* **Brief**
Scan the entries below for the word "canvas" and copy every line where it turns up.

* **Provided records**

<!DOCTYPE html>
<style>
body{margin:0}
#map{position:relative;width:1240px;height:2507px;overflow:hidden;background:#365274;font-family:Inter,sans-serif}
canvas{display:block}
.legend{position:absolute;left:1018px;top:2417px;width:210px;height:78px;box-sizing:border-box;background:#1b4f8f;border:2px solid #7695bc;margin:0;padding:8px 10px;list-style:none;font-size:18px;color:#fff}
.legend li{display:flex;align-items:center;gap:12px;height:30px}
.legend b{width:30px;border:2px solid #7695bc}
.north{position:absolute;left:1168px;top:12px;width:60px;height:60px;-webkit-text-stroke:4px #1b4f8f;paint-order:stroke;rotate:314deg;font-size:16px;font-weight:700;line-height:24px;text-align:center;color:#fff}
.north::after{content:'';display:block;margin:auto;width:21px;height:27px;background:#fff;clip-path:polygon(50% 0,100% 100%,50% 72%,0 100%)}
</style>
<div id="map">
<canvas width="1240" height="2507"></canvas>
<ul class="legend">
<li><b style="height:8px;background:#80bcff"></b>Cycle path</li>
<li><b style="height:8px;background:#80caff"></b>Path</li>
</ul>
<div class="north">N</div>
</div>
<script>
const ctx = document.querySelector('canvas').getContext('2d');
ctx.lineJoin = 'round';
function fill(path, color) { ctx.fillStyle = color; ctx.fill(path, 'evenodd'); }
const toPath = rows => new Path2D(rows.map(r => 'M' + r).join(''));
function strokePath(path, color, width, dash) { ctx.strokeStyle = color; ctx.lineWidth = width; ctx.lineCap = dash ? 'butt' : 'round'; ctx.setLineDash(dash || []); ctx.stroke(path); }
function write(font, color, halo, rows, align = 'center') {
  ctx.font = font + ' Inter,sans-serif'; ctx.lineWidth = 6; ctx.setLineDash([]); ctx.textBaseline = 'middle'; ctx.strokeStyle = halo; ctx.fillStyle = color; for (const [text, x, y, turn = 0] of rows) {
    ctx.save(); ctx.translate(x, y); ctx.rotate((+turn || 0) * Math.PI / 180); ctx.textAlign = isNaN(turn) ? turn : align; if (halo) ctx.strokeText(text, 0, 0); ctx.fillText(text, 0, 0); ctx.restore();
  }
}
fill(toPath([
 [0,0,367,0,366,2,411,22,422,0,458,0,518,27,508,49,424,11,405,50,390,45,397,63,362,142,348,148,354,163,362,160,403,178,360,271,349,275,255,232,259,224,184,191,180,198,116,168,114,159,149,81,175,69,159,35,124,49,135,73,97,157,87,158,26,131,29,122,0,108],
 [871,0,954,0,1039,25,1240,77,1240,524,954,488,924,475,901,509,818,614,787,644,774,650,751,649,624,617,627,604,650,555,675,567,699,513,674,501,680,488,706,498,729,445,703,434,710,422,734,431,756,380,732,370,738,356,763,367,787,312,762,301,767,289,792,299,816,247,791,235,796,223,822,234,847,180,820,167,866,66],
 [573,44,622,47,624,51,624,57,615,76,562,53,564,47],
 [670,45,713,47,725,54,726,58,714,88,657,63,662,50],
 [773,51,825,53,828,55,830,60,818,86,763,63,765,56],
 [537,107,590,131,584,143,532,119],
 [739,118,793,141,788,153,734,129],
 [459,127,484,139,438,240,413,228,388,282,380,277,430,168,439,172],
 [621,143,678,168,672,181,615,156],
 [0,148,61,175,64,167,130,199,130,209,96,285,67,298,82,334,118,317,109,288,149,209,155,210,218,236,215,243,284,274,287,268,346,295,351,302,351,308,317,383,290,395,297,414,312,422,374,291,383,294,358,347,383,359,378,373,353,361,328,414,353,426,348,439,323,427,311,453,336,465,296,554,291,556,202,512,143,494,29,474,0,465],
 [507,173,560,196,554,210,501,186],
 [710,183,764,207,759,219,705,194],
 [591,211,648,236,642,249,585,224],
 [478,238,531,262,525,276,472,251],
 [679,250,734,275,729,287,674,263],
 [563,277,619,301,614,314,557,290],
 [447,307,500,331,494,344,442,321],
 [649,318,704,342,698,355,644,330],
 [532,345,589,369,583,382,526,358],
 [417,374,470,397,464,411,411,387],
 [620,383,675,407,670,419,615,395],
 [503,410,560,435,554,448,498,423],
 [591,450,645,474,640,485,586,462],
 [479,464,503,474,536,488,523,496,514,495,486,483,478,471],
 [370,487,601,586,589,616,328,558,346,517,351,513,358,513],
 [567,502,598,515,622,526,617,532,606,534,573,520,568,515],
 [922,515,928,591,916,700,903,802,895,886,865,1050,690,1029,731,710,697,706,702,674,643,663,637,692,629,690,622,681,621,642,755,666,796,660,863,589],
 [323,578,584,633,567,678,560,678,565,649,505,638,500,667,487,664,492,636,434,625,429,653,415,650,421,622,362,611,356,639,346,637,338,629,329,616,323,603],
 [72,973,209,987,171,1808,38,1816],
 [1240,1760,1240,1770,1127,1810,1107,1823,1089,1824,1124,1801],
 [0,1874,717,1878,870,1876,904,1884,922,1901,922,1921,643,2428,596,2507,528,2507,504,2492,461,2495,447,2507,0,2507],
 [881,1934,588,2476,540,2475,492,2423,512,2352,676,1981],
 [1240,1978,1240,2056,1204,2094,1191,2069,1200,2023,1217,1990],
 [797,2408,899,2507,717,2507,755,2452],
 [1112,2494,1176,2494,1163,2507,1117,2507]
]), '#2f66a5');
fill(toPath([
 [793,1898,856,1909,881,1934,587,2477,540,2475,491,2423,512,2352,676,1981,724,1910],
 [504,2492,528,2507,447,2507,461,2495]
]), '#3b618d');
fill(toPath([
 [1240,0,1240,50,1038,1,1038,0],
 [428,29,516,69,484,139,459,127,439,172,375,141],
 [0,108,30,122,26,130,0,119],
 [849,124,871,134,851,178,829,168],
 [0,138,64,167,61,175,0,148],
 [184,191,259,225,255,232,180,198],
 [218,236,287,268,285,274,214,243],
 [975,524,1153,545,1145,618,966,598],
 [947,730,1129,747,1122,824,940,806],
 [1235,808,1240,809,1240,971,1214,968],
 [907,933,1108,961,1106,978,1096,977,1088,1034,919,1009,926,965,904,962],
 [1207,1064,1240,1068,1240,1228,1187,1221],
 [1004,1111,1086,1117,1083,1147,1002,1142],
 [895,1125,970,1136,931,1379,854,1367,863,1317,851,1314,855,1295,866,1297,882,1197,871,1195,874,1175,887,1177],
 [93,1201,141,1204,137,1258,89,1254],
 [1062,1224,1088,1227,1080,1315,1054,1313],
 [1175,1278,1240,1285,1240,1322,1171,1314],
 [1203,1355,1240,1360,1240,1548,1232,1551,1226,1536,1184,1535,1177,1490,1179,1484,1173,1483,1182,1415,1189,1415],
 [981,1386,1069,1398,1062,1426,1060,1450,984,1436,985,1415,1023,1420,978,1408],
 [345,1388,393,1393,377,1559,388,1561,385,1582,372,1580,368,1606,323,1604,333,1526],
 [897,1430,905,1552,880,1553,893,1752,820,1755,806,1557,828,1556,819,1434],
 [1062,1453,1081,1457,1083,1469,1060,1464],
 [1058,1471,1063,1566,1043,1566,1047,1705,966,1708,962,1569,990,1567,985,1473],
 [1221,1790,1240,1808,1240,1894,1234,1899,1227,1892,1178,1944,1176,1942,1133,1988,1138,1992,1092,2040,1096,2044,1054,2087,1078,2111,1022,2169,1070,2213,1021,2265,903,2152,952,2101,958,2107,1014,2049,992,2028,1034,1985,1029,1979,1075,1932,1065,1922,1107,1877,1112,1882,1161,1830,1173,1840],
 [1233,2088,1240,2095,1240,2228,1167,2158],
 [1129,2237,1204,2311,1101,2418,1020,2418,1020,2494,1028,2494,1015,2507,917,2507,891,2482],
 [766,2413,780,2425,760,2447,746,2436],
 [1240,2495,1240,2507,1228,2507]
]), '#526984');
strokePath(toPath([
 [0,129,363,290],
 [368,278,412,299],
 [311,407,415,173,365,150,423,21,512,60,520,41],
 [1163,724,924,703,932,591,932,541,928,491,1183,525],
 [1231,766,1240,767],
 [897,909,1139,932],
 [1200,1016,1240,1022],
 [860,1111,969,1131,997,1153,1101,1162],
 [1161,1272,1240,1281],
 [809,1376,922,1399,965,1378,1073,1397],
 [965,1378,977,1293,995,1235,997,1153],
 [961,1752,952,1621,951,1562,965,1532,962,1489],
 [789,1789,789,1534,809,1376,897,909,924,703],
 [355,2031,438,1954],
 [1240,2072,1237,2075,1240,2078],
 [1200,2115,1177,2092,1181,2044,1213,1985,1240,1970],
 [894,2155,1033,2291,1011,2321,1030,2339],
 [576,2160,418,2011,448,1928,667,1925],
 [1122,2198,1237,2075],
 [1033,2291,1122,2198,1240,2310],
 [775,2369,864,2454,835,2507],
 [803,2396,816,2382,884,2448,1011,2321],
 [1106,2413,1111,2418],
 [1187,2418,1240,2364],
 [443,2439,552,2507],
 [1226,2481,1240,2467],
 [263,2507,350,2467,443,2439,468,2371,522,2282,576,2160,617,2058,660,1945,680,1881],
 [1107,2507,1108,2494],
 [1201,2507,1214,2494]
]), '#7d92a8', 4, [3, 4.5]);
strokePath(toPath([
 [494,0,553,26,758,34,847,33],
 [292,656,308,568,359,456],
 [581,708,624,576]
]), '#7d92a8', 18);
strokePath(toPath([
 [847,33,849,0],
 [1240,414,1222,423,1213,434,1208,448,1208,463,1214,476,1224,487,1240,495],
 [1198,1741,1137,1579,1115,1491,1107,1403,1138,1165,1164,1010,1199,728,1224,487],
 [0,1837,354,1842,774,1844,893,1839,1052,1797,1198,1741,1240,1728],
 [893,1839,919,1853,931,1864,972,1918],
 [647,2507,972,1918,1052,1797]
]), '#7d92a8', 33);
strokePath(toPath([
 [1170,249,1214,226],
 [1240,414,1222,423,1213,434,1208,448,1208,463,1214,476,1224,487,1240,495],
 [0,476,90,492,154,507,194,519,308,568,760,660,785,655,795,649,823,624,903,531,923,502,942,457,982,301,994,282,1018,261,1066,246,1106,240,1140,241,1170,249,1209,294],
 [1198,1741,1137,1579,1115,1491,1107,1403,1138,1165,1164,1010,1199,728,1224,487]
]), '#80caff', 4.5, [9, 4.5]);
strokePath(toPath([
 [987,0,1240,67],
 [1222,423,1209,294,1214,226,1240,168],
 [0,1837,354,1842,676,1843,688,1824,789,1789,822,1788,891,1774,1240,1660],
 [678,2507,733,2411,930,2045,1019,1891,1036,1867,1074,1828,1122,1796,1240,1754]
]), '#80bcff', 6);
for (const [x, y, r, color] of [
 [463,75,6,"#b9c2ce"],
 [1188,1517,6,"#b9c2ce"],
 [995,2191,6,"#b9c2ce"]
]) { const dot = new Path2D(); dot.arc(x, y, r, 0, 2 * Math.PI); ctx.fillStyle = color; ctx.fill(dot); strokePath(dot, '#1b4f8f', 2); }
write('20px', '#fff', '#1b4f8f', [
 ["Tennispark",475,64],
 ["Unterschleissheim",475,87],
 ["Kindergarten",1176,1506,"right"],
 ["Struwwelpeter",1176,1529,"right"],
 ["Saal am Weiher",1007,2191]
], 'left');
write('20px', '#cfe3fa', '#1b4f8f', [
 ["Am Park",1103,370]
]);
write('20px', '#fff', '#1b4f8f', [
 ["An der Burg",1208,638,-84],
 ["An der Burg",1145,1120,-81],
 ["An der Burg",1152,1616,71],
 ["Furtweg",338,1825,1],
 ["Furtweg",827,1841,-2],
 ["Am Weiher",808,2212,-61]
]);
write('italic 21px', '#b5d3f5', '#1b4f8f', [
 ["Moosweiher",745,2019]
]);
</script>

* **Exercise answer**
canvas{display:block}
<canvas width="1240" height="2507"></canvas>
const ctx = document.querySelector('canvas').getContext('2d');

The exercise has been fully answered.